Fermentation of dairy products provides benefits to the intestinal flora.

The Cretan meal is also a harmonious combination of different flavors (spicy, sour, bitter, astringent, salty, sweet), principles found in Far Eastern dietetics that contribute to the vitality of the organs.

Social and natural environment

Cretans' dietary choices, food quality, freshness, and economy account for part of the health benefits of this diet, but other, equally important, factors contribute:

  • Traditional life takes place in a peaceful atmosphere, interspersed with work in the fields and at home.
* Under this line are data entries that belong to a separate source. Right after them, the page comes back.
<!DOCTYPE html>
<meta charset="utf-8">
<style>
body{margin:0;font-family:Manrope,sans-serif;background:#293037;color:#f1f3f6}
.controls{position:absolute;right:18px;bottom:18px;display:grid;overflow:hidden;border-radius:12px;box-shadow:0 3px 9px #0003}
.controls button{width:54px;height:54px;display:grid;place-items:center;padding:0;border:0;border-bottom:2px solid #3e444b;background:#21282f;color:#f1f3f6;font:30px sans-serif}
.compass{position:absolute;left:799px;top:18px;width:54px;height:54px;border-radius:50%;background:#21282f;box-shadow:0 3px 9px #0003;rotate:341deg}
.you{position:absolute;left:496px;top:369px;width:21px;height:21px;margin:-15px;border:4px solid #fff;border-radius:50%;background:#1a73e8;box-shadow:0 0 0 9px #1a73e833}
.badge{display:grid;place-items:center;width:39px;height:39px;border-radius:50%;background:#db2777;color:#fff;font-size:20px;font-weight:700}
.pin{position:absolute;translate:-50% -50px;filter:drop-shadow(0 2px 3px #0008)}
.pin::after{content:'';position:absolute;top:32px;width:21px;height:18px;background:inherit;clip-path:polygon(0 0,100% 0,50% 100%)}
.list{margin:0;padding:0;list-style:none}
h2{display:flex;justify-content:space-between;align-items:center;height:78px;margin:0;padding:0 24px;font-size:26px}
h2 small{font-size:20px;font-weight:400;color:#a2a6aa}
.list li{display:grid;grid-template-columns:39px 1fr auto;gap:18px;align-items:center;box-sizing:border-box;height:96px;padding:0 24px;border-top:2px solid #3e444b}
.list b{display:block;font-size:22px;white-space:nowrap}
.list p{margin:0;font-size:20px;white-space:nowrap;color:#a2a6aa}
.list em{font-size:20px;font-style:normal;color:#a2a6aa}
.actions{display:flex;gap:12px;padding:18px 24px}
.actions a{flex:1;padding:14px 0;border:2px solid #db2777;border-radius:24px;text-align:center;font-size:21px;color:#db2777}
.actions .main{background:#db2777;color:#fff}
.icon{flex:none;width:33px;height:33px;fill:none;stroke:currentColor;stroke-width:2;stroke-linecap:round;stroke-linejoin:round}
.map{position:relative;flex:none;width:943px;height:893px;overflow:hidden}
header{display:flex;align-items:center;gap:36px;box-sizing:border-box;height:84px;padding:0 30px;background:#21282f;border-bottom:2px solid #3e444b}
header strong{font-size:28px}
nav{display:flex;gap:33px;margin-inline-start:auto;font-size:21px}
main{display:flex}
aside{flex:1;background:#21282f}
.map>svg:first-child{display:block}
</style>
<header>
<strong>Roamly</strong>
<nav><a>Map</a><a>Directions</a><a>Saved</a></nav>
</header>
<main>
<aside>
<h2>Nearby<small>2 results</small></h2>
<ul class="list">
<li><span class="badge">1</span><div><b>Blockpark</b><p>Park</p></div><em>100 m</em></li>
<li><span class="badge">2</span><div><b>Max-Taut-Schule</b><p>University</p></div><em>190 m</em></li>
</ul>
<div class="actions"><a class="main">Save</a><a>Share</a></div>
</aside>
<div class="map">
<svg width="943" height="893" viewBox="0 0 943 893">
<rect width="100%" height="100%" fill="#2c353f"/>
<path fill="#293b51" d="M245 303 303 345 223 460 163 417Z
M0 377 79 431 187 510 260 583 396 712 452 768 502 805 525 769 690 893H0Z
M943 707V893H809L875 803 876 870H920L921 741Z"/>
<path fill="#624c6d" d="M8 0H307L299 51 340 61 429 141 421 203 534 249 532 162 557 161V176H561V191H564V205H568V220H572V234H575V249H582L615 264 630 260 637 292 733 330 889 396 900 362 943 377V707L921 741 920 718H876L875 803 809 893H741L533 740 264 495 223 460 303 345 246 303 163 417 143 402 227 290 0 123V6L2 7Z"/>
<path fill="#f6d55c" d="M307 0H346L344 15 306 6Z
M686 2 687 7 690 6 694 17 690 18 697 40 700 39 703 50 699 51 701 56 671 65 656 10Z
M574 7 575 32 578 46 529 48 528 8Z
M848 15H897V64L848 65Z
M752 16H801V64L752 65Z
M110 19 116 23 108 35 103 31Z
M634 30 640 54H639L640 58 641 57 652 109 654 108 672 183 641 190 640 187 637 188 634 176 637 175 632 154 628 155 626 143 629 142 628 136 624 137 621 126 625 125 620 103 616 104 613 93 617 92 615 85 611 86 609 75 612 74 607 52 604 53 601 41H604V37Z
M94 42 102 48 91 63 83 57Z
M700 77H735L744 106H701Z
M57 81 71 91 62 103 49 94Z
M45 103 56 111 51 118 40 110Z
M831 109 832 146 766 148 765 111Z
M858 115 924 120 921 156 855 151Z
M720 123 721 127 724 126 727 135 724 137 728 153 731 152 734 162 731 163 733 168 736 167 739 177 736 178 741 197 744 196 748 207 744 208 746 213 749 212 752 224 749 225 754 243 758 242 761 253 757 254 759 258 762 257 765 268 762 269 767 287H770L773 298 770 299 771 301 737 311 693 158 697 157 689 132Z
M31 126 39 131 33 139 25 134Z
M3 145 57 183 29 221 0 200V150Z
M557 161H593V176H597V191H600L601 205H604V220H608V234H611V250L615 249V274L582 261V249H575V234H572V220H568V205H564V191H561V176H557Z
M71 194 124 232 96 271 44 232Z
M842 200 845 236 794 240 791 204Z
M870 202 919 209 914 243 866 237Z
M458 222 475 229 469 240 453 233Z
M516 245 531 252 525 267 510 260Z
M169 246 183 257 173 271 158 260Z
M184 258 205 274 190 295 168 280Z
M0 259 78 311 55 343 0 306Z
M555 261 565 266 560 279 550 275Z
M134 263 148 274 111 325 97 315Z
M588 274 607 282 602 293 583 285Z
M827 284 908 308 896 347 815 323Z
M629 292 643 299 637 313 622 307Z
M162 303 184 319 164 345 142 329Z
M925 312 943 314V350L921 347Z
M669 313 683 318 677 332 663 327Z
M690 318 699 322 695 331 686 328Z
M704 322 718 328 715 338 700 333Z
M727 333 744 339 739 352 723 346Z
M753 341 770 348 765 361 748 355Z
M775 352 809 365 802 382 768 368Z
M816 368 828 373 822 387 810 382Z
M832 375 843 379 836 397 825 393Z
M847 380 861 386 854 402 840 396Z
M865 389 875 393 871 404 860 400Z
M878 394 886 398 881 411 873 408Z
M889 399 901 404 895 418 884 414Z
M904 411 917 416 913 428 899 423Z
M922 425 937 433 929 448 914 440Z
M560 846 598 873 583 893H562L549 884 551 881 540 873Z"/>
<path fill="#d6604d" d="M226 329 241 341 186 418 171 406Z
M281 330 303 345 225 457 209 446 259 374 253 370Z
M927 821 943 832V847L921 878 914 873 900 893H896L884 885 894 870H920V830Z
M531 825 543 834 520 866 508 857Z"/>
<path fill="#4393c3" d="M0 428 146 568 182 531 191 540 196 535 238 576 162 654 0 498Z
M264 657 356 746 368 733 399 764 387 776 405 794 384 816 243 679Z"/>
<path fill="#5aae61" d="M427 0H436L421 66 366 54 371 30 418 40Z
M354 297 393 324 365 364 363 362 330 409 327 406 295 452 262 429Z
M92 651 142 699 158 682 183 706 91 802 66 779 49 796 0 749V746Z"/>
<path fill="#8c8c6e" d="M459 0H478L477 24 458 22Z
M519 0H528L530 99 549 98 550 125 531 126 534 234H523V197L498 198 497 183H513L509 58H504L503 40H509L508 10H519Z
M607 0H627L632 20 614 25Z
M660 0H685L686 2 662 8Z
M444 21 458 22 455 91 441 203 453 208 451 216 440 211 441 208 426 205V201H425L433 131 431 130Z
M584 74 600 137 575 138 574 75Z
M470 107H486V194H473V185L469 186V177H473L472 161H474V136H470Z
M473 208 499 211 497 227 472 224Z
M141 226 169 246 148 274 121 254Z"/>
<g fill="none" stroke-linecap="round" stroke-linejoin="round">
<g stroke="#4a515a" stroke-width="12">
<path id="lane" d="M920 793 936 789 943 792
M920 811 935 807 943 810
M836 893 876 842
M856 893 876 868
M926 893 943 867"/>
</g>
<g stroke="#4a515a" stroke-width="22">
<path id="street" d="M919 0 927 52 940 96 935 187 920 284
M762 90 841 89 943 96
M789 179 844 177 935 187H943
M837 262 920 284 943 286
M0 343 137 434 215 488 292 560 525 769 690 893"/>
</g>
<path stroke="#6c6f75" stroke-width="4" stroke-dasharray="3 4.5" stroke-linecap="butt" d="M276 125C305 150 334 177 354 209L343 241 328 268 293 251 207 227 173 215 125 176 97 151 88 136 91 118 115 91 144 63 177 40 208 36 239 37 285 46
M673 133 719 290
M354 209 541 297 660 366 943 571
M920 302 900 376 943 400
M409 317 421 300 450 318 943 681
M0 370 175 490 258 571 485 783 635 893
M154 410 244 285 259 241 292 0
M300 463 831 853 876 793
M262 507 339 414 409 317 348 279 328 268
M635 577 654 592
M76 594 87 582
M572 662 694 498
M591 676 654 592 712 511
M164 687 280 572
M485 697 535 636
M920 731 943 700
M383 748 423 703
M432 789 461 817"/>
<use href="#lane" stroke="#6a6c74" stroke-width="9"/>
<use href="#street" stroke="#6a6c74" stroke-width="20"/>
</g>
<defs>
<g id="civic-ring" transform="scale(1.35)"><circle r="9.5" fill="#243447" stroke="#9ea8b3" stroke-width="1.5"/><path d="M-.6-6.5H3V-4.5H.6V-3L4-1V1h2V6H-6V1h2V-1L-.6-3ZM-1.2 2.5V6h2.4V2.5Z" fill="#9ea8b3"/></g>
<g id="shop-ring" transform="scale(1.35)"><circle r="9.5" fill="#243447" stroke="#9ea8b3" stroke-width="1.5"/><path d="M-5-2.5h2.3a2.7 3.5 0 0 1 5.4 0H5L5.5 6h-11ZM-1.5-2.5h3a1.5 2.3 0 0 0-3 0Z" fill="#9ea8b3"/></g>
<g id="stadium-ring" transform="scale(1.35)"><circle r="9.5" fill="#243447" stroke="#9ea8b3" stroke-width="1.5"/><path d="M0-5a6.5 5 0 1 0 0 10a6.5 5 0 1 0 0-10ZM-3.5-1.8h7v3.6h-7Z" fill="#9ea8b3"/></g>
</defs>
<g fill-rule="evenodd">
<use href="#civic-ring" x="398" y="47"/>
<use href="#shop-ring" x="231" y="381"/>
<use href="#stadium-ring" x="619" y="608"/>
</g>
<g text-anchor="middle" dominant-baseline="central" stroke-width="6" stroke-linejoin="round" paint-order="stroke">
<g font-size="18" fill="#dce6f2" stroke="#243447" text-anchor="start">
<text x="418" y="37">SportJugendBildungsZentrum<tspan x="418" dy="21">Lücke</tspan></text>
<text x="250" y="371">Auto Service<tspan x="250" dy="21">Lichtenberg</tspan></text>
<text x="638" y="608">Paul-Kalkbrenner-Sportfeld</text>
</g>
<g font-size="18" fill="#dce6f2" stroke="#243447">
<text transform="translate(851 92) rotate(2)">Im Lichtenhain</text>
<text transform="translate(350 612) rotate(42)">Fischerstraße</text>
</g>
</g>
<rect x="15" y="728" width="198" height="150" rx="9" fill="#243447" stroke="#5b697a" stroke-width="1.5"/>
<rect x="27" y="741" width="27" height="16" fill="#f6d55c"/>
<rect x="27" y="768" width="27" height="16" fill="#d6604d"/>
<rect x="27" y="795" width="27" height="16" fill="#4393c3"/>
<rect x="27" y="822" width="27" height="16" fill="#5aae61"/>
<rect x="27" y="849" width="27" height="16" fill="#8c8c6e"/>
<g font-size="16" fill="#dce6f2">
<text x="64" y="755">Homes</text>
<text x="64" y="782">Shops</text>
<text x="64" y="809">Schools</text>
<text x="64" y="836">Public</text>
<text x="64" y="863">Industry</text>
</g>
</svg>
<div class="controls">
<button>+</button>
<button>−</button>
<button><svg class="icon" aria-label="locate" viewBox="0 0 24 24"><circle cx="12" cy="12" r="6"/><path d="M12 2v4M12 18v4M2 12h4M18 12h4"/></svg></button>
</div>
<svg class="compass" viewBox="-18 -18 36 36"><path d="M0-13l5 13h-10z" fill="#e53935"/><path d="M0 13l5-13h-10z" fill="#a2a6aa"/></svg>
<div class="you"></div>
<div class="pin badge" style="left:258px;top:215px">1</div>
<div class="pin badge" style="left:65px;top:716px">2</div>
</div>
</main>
Meals are eaten peacefully with the family, and food is chewed for a long time.
  • A daily nap in the middle of the day relaxes the body.
  • Their knowledge of the natural environment allows them to benefit from the benefits of wild plants, fruits and medicinal plants.
  • Their spirituality, through religion, gives them some serenity. Social ties are strong: residents gather at the end of the afternoon to share coffee, and in the evening to dance or listen to music.

Thus, the Cretan was able to preserve the art of living, where his days were interspersed with work, entertainment, and rest.

Towards greater awareness

The good health of Cretans is multifactorial. Of course, dietary choices are important but we realize, as is the case with Okinawan centenarians, that other elements play a role: daily physical activity, social connections, spirituality, a participatory life philosophy, and respect for both physiological and natural biorhythms. In short, a certain wisdom.